Um …duh? Get out a calculator. Consult a reference, etc. Otherwise compute the result, and ensure you've done that correctly, ideally as independent of the code under test as possible. A lot of even mathematical stuff has "test vectors"; e.g., the SHA algorithms.
> Here’s how you’d do it with an expect test:
printf "%d" (fibonacci 15);
[%expect {||}]
> The %expect block starts out blank precisely because you don’t know what to expect. You let the computer figure it out for you. In our setup, you don’t just get a build failure telling you that you want 610 instead of a blank string. You get a diff showing you the exact change you’d need to make to your file to make this test pass; and with a keybinding you can “accept” that diff. The Emacs buffer you’re in will literally be overwritten in place with the new contents:…you're kidding me.
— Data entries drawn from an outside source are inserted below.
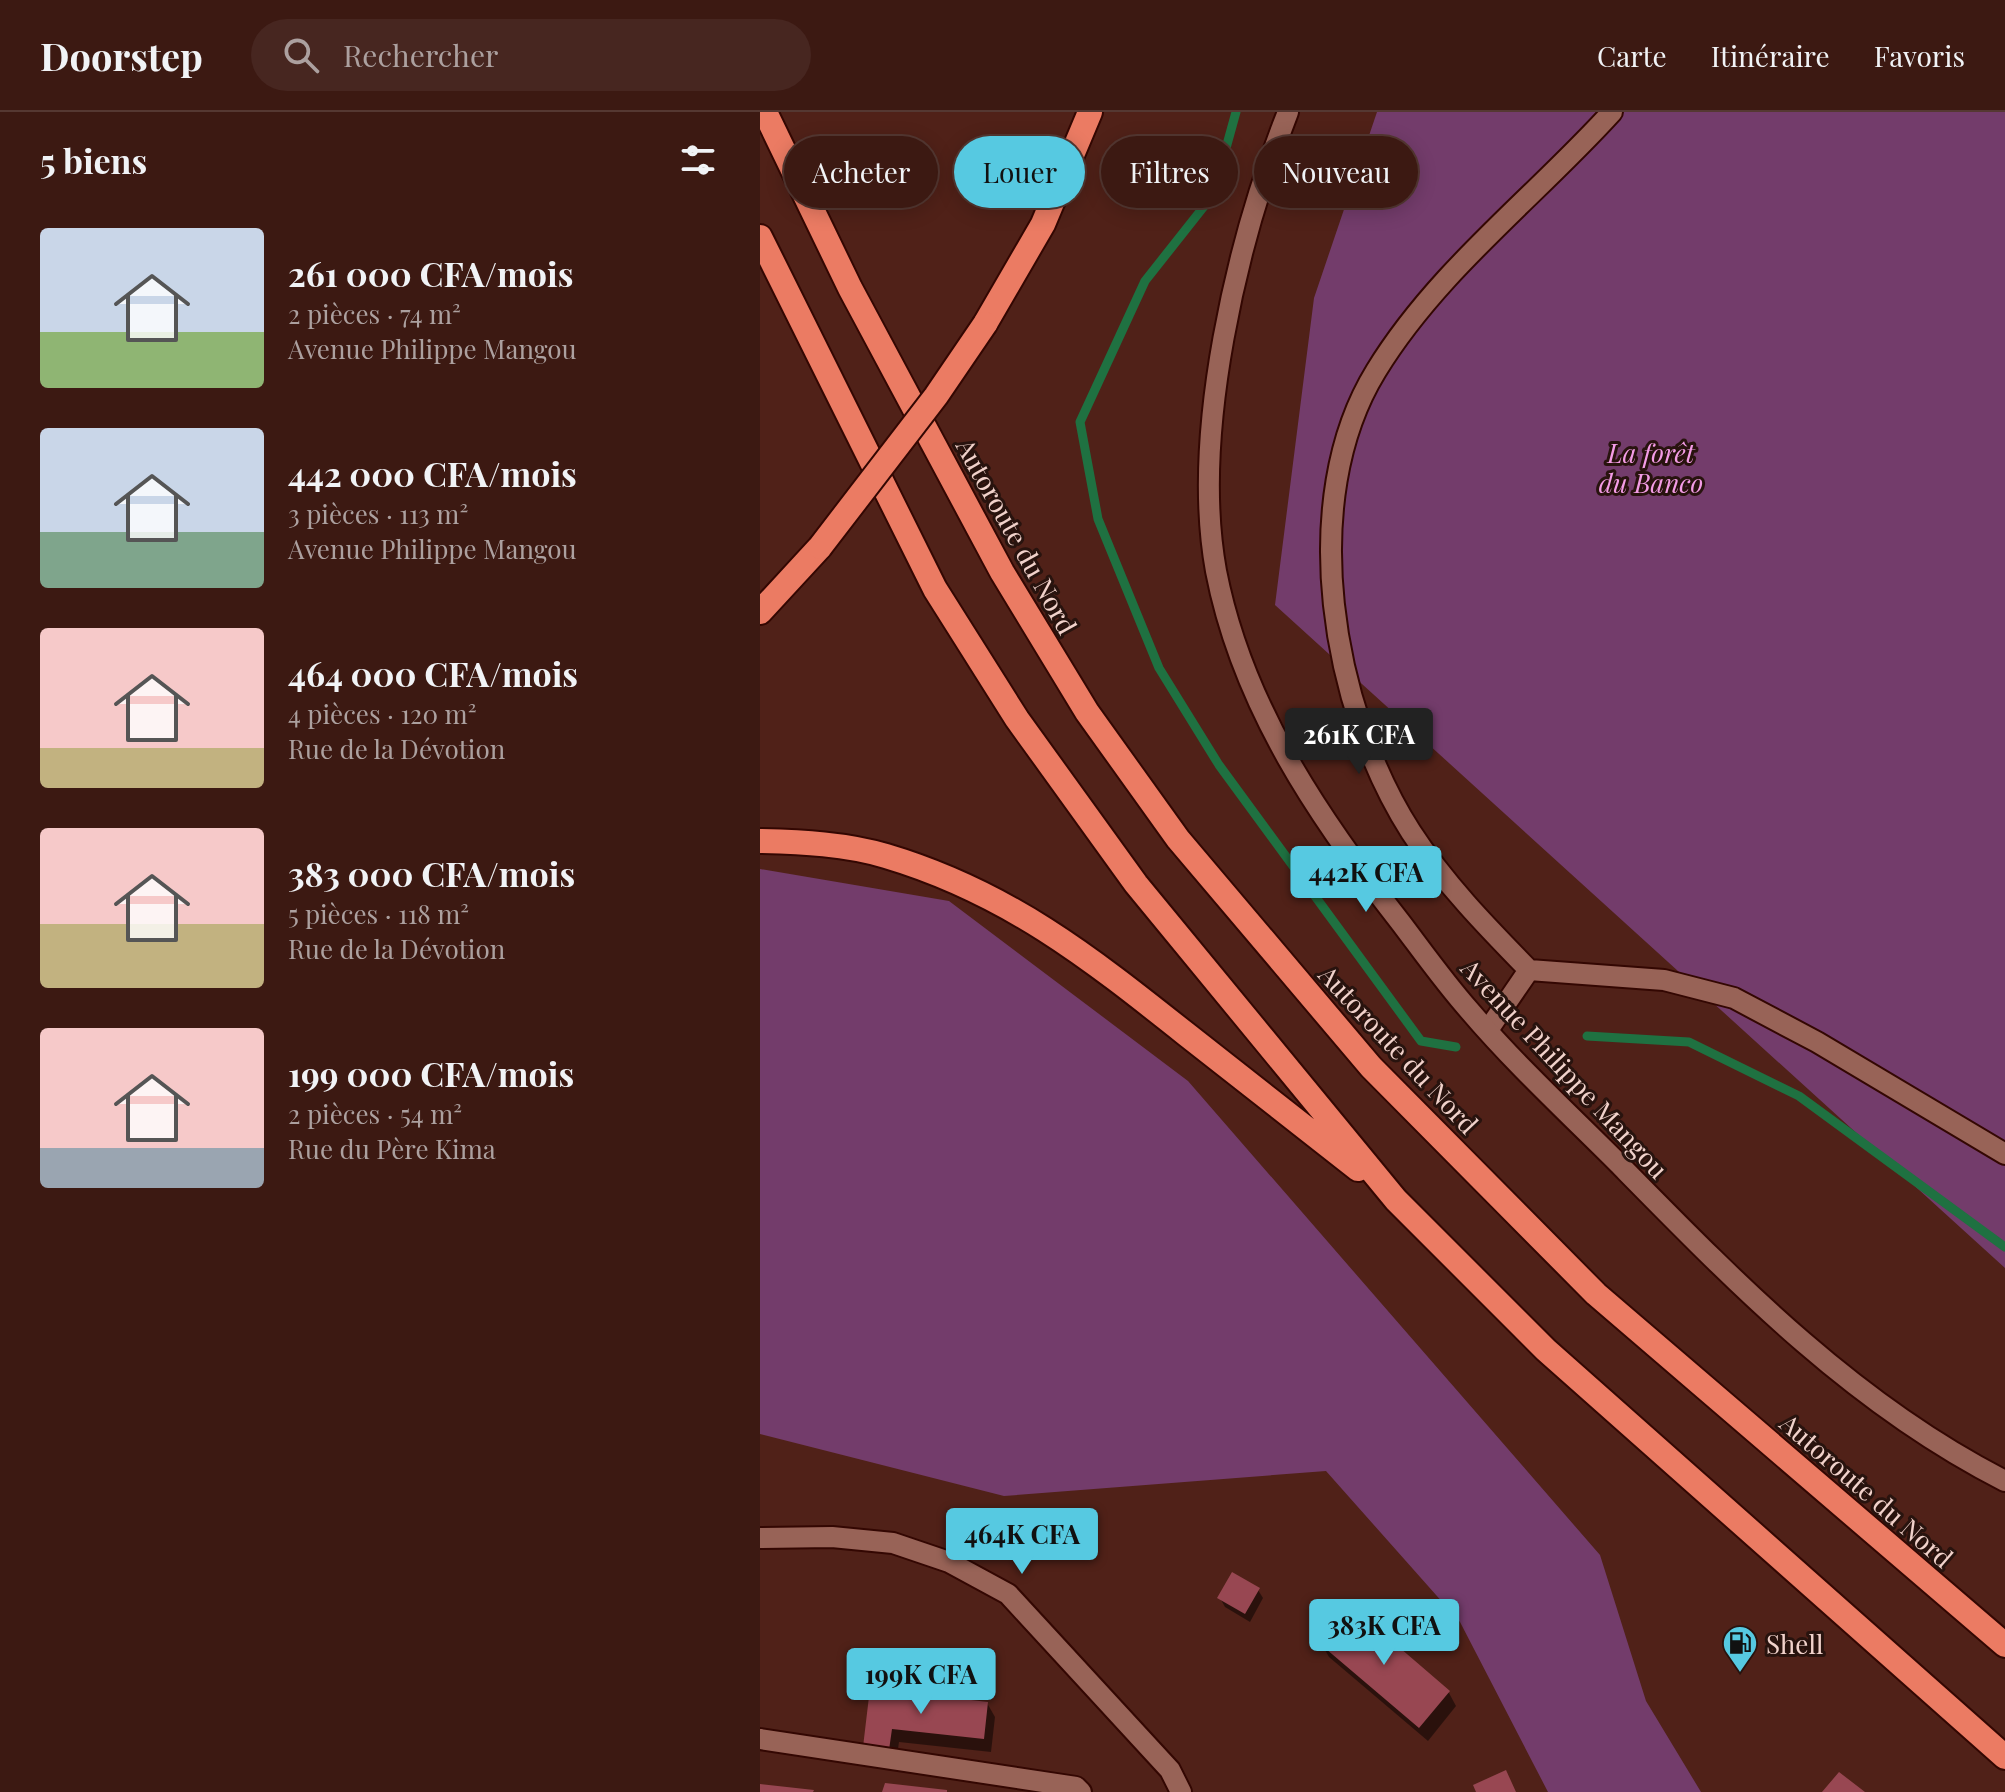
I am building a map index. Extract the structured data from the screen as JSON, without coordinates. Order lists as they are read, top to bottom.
{
  "streets": {
    "highway": ["Autoroute du Nord"],
    "street": ["Avenue Philippe Mangou"]
  },
  "parks": ["La forêt du Banco"],
  "places": {
    "fuel station": ["Shell"]
  },
  "page": {
    "header": "Doorstep",
    "search": "Rechercher",
    "nav": ["Carte", "Itinéraire", "Favoris"],
    "heading": "5 biens",
    "chip": [
      "Acheter",
      "Louer",
      "Filtres",
      "Nouveau"
    ],
    "list": [
      {
        "name": "261 000 CFA/mois",
        "note": "2 pièces · 74 m² · Avenue Philippe Mangou"
      },
      {
        "name": "442 000 CFA/mois",
        "note": "3 pièces · 113 m² · Avenue Philippe Mangou"
      },
      {
        "name": "464 000 CFA/mois",
        "note": "4 pièces · 120 m² · Rue de la Dévotion"
      },
      {
        "name": "383 000 CFA/mois",
        "note": "5 pièces · 118 m² · Rue de la Dévotion"
      },
      {
        "name": "199 000 CFA/mois",
        "note": "2 pièces · 54 m² · Rue du Père Kima"
      }
    ],
    "price": [
      "261K CFA",
      "442K CFA",
      "464K CFA",
      "383K CFA",
      "199K CFA"
    ]
  }
}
This is "fix the current state of the function — whether correct or not — as the expected output."
Yeah… no kidding that's easier.
We gloss over errors — "some things just looked incorrect" — well, but how do you know that any differently than fib(10)?
You can mix the approaches, have some static assertions(as sanity checks) but make most snapshot tests. Like I said I wouldn't use snapshot testing for a fibonacci method, but there are problems out there that are a real pain to test via static assertions.
That said, I don’t see how it’s much different to TDD (write the test to fail, write the code to pass the test) aside from automating adding the expected test output.
So I guess it’s TDD that centres the code, not the test…
"If you already know, terrific—but what are you meant to do if you don’t?"
You're supposed to look at the first gif that visualizes a waveform diagram. How are HDL designs tested? Testbenches (akin to unit tests) and model checking. With model checking you define the property you want to test and the model checker will try to find a counter example.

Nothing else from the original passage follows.